É obvio que não se pode jogar a criança com a água suja do banho. Não existe outro local onde os países possam negociar acordos sobre questões climáticas e os menos desenvolvidos e mais atingidos pelo clima tenham lugar à mesa com os gigantes poluidores. Mas é preciso reconhecer a necessidade de reformas, uma vez que o modelo de diplomacia climática instalado nas conferências se encontra em estado lamentável.

Indiscutivelmente, o projeto de diplomacia ambiental internacional atingiu um momento de inflexão, na perspectiva de exaurir-se em sua própria gênese institucional, quando esta, as nações, na prática demonstram ser refratárias às mudanças necessárias. A liderança geopolítica global não atenta, de forma responsável, para gravíssimo problema civilizacional.

A temperatura média global do ar na superfície do planeta de janeiro a setembro de 2024 foi de 1,54 °C (com uma margem de incerteza de ± 0,13 °C) acima da média pré-industrial, impulsionada por um evento El Niño de aquecimento, de acordo com uma análise de seis conjuntos de dados internacionais usados pela Organização Meteorológica Mundial (OMM), das Nações Unidas.

Em dez anos, e não para 2100 como os otimistas afirmavam, já atingimos o patamar de segurança de aquecimento de 1,5ºC adotado como limite durante o Acordo de Paris.

Não há mais janela de tempo para perder com teatralidade diplomática. A principal questão que resta responder é quem deve pagar para evitar o pior dos estragos das mudanças climáticas. Muitos países vão sucumbir às intempéries climáticas sem grandes financiamentos de países ricos. Irão sofrer enormes consequências das mudanças climáticas que não causaram e irão afundar em dívidas que não podem pagar.

Isso não é fato novo na história da civilização. Raubwirtschaft, como afirma o geógrafo Friedrich Ratzel, ou economia do roubo, da pilhagem, é velha conhecida no trato de potências colonialistas para exploração dos “países coloniais”.  O busines-as-usual pratica duplo assalto ecológico: protagoniza a causalidade dos problemas e agora estabelece barreiras para sua solução.     

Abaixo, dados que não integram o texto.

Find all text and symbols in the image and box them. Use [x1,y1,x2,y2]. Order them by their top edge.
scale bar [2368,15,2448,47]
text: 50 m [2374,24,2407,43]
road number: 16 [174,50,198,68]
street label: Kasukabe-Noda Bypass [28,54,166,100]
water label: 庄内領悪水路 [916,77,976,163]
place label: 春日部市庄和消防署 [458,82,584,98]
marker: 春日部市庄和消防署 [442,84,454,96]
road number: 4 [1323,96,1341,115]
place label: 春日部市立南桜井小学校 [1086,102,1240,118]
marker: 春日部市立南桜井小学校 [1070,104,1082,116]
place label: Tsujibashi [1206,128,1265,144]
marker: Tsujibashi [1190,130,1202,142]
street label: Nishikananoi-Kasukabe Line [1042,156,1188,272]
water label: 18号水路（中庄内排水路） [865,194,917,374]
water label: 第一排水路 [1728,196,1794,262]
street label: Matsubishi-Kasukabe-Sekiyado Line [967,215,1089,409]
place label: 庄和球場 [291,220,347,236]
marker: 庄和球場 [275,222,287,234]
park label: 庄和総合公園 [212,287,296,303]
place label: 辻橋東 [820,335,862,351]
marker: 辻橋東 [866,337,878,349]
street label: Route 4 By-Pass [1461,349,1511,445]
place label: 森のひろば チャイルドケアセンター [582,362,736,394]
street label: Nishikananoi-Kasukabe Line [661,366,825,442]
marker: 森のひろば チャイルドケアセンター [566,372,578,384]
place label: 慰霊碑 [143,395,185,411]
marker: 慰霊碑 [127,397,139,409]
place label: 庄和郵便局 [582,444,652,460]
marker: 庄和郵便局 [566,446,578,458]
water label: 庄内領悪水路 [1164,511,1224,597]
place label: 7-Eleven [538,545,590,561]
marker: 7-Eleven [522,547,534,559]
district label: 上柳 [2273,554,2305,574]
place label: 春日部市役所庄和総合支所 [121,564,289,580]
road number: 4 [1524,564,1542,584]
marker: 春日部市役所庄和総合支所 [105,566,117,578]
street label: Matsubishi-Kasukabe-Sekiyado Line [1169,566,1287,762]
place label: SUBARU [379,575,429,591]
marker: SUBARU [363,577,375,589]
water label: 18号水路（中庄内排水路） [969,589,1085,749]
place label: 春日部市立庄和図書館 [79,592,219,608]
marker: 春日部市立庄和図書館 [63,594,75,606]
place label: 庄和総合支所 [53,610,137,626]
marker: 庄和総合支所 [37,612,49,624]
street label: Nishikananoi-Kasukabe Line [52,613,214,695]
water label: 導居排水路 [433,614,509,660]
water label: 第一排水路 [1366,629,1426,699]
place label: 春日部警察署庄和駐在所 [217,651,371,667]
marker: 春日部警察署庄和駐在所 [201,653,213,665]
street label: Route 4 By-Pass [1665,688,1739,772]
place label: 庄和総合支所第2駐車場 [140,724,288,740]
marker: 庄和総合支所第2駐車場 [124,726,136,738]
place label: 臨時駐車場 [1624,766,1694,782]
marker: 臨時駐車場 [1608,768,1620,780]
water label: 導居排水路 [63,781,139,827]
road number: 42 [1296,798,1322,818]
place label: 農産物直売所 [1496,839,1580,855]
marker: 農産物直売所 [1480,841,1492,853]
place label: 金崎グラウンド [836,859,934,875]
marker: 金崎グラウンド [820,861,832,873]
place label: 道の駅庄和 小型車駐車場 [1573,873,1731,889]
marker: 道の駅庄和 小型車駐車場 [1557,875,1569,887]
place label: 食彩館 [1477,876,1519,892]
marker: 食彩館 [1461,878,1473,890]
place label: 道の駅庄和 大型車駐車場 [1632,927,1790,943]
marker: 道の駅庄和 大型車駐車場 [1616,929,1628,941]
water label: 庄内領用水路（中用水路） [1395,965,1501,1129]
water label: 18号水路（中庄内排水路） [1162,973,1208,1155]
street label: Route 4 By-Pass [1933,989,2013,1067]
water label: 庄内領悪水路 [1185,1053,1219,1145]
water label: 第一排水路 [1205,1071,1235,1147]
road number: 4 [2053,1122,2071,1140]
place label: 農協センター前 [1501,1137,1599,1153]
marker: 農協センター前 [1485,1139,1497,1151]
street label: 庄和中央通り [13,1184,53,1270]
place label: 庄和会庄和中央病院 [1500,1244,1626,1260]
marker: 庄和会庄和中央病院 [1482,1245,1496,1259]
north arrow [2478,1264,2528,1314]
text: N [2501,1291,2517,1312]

O mundo se reunirá novamente no próximo ano, em Belém, Brasil, para a COP30, a 30ª cúpula de negociações climáticas da ONU. Até lá, Trump estará no cargo e provavelmente terá iniciado o processo para retirar os EUA da mesa de negociações climáticas.

A tarefa será mais difícil em 2025. O cenário será ainda mais adverso. Para reverter esse quadro, será necessário dar efetividade à diplomacia climática e reconfigurar, de forma ética, as cúpulas globais.